Thanks Billinghurst for joining the project. It takes getting a few heads together to sort out the questions that are being raised. Several points have been raised by both of you that I want to address.

  1. ToC vs. DNB Index. I think it's important that we are recognizing the importance of Wikisource navigational constructs. Failing to do this can make work awkward. (I've already run into this over works that have quotation marks as part of the title.) I have no complaint about including the DNB index with page numbers as an additional group of pages, but what page numbers should it show? My own hard copy is the (originally) 1921 reprint edition which combined the original 63 volumes into 21. The pages themselves were essentially duplicates of the originals; right down to the same word breaks at the beginning and end of a page. That edition, however, did include the changes from the 1904 errata volume. (See Internet Archives for this one.) With the 1921 reprint the pagination was changed so the original separately paginated volumes 4, 5 and 6 became the new continuously paginated volume 2. The indexes for the new volumes also had footnotes to take into account those additions made in the First Supplement.
  2. DoLs. I very much support using these as disambiguators, but only when necessary. I know that Wikipedia favours disambiguation by what made a person famous in life, but that is more likely to require some sort of subjective determination than DoLs. To make it easy for a person who wants to cross link articles we should not require that he read the entire linked article just to make the link; the dates used should be exactly as they appear in parentheses at the beginning of each article. (At some point we may need to deal with same individuals who have different dates in another reference work, but I think that that problem can be deferred.)
  3. Using a pipe to suppress the "DNB00" from what is seen in the ToC is just fine.
  4. Honorifics. My preference is to suppress these from our article titles. We would, of course, continue to include this material in the article itself. It is to be noted that titled people usually have a see reference at the title, and these "see" articles should be kept as such (e.g. "ALEMOOR, Lord. [See Pringle.])
  5. Alternative names. I agree with Arch dude's solution for the situation expressed in the Abershaw example, but without the dates since there is no ambiguity with some other person. We would maintain the see reference at "Avershawe". The alternative name should continue in the ToC since there will be an article, even if it is only a see reference which maintains continuity between other articles. Eclecticology 17:42, 27 August 2008 (UTC)
This looks like a consensus to me. Shall we now add it to the project page's "style" section and begin converting the ToCs? -Arch dude 00:19, 28 August 2008 (UTC)
I just found the syntax for an invisible anchor: go the the note on purity above. The syntax is {{anchor|my_hidden_anchor}}. -Arch dude 00:50, 28 August 2008 (UTC)

Two questions[edit]

  1. What do we do with junior and senior see Dictionary of National Biography, 1885-1900/Vol 2 Annesley - Baird "Armstrong, John, senior (1784-1829)" and "Armstrong, John, junior (1813-1856)"?
  2. Should it be "Armstrong, John, of Gilnockie" or "Armstrong, John (d. 1528)"?
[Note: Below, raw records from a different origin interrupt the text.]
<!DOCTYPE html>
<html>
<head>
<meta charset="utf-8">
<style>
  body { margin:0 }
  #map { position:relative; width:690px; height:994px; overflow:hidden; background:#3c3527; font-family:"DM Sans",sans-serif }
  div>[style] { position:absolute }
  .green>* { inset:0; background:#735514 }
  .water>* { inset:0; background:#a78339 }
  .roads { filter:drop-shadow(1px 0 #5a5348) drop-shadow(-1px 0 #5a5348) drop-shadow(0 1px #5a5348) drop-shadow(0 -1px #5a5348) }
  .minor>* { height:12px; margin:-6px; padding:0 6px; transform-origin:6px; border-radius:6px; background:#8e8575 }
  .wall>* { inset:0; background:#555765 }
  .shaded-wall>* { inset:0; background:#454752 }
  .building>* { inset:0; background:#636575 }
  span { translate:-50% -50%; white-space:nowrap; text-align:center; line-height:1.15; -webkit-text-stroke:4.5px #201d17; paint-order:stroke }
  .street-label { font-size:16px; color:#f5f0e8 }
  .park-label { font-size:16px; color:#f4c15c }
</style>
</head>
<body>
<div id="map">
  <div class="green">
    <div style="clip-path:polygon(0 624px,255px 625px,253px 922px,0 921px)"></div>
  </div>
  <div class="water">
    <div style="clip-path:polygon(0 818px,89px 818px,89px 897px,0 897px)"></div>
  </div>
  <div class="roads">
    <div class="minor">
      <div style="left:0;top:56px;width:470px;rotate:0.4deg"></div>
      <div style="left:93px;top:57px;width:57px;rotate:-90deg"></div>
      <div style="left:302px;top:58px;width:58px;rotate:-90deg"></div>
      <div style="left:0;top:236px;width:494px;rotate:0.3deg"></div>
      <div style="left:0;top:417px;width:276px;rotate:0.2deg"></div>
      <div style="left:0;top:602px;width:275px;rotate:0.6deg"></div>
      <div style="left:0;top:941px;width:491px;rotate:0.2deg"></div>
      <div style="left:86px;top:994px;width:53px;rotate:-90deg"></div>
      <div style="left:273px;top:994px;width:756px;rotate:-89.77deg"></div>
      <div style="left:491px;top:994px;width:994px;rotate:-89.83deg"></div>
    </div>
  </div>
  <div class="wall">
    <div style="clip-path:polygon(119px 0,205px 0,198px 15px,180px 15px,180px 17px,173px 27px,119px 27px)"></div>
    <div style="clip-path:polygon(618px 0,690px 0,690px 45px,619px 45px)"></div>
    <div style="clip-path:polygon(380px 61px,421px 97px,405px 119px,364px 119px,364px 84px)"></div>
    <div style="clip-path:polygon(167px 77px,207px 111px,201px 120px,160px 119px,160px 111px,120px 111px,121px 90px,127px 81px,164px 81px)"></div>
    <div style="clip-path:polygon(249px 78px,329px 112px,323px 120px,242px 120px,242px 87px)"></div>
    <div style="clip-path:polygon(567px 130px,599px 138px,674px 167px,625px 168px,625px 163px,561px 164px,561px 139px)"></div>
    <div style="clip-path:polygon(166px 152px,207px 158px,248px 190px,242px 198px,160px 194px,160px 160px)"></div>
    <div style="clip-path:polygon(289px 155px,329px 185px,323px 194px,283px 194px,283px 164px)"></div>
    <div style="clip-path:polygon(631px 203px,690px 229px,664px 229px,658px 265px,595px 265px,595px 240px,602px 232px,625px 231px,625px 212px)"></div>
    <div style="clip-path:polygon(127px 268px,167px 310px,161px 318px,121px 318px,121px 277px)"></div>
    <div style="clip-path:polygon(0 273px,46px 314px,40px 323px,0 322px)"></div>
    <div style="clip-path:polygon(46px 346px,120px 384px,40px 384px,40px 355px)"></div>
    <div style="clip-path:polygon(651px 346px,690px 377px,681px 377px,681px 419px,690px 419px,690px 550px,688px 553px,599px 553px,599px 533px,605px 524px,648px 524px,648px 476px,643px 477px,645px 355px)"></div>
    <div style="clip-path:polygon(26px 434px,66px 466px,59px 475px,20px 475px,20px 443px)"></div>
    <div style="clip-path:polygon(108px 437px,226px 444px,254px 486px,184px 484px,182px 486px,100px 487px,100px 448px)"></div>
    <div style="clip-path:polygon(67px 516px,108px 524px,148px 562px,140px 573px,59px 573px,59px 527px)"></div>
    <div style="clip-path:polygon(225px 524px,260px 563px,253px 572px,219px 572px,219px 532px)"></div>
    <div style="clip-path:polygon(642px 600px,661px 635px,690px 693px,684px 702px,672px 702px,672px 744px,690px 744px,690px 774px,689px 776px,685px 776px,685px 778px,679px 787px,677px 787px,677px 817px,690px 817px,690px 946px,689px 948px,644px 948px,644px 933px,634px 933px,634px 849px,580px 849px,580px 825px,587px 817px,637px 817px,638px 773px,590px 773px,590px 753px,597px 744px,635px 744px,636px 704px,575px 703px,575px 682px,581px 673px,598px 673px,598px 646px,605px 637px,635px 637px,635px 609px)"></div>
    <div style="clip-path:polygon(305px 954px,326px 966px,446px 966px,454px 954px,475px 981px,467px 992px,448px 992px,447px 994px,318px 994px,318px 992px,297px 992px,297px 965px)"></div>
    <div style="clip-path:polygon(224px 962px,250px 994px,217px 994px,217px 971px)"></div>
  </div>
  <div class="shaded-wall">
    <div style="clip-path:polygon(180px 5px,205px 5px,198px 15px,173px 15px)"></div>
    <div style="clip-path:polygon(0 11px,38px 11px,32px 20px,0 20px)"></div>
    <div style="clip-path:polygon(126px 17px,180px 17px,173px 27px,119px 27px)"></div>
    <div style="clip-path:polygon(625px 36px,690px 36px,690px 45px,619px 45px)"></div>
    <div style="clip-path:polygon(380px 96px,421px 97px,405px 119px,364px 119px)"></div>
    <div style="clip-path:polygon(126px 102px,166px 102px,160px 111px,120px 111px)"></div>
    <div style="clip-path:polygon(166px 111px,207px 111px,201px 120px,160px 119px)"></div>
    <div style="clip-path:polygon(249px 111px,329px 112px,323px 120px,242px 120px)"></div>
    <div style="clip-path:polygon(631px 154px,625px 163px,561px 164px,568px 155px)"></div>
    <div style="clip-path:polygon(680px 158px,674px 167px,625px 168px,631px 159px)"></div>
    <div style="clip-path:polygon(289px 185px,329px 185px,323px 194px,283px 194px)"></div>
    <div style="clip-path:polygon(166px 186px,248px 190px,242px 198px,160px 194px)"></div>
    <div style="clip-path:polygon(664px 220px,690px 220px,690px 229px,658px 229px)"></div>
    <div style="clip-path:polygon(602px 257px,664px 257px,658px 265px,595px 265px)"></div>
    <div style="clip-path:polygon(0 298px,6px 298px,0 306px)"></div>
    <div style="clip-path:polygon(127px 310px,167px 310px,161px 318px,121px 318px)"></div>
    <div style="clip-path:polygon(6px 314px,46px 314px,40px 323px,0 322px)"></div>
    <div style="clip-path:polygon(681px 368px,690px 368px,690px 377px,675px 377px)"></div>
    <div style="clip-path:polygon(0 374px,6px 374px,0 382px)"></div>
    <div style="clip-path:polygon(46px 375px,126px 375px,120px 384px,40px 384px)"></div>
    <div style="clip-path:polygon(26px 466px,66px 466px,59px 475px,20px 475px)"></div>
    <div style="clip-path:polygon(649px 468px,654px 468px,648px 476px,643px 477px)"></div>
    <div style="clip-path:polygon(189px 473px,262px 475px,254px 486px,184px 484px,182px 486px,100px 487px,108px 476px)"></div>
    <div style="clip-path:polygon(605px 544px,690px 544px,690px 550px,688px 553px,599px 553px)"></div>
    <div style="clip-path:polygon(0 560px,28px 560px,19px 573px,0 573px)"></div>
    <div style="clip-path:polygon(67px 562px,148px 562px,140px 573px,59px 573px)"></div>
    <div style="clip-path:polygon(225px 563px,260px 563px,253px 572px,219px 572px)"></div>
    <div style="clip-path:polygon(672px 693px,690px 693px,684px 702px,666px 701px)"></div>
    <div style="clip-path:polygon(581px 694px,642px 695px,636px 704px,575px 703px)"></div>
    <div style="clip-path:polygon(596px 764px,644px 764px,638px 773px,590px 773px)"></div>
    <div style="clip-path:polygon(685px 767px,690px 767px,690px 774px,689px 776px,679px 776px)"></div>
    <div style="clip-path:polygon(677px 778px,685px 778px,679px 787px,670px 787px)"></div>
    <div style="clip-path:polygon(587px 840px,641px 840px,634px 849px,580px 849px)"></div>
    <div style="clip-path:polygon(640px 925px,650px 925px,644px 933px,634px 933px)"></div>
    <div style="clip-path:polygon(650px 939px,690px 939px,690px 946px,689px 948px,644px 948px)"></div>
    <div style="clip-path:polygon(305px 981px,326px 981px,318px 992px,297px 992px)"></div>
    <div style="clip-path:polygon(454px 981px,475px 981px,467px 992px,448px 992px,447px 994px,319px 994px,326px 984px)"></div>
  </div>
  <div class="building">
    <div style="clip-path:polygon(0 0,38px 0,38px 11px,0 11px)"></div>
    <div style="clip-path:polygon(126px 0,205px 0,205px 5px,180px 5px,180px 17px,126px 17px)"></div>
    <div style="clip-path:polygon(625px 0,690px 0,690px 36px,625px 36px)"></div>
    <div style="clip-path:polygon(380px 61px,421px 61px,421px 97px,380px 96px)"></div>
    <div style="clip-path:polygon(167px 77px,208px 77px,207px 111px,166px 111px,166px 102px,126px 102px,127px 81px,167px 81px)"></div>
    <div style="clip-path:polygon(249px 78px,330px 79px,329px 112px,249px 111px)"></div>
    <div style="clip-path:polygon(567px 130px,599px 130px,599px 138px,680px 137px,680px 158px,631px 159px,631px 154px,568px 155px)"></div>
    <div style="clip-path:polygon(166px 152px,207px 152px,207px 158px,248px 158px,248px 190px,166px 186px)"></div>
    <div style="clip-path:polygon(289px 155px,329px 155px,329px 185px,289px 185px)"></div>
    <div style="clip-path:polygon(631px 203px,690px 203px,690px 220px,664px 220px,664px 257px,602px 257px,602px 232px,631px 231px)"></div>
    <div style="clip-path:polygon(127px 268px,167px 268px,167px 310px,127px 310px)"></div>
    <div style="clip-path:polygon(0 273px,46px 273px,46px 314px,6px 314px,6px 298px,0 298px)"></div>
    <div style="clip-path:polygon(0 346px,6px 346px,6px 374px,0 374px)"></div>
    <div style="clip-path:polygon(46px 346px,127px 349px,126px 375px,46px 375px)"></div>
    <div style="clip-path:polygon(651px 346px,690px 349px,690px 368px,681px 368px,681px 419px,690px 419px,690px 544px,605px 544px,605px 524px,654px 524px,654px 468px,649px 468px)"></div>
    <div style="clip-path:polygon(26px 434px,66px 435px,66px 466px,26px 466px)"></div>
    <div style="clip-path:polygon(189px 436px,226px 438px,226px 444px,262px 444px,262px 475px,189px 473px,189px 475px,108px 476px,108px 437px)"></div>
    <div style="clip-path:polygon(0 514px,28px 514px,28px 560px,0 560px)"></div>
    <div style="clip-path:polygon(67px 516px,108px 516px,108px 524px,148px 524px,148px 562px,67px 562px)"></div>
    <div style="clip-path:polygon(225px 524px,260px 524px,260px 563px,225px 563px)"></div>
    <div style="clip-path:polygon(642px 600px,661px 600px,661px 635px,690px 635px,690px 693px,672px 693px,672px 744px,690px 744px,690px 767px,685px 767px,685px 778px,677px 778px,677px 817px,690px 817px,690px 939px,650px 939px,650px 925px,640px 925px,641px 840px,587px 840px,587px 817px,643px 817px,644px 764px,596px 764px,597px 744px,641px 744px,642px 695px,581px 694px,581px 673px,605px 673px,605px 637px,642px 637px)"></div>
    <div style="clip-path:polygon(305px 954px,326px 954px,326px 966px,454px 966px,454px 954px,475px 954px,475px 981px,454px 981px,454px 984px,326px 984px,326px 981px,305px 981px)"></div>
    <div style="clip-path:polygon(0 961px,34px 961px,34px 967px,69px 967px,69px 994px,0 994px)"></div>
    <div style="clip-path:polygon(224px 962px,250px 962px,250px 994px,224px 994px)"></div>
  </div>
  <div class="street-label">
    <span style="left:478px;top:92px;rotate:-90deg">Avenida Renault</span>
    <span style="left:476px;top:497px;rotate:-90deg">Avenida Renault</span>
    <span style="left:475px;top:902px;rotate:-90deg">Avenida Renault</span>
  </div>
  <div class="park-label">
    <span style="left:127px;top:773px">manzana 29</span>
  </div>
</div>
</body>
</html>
P. S. Burton (talk) 20:04, 19 August 2010 (UTC)

We use dates of life to disambiguate people. So that would respectively be Armstrong, John (1784-1829) (DNB00) & Armstrong, John (d.1528) (DNB00) for your two examples. That said, do feel welcome to create redirects for Armstrong, John, senior (DNB00), junior and Armstrong, John, of Gilnockie (DNB00). I would also encourage you to create the page John Armstrong using {{disambiguation}} and list/link all the John Armstrong pages on WS. It all helps findability. — billinghurst sDrewth 06:26, 20 August 2010 (UTC)
Wouldn't it be logical to do what the DNB itself does? That would be as Billinghurst says for the first case but "Armstrong, John, or JOHNIE, of Gilnockie (d 1528)" or maybe "Armstrong, John, of Gilnockie (d 1528)" in the second case. Incidentally, ODNB corrects his date of death to 1530, but of course we follow the original.--Longfellow (talk) 17:12, 22 August 2010 (UTC)
I think the basic ideas we have worked on come down to this: (i) there is no "official title" to follow in the books, since there is only a "lead sentence"; {ii) we have chosen to make the titles minimal; (iii) we have chosen not to make the titles "informative", relying on the articles themselves to inform. Only (iii) here really requires defending. And that is perhaps only a discussion about how we think people will search the site, or otherwise find the material. I don't think such discussions are ever conclusive: my own first-order search would probably "John Armstrong"+Gilnockie in Google, so I'd want the name in natural order to appear somewhere (such as a dab page, for example). Since I'm currently typing up the author listings of redlinks, I certainly appreciate the use of short titles. Charles Matthews (talk) 10:18, 1 September 2010 (UTC)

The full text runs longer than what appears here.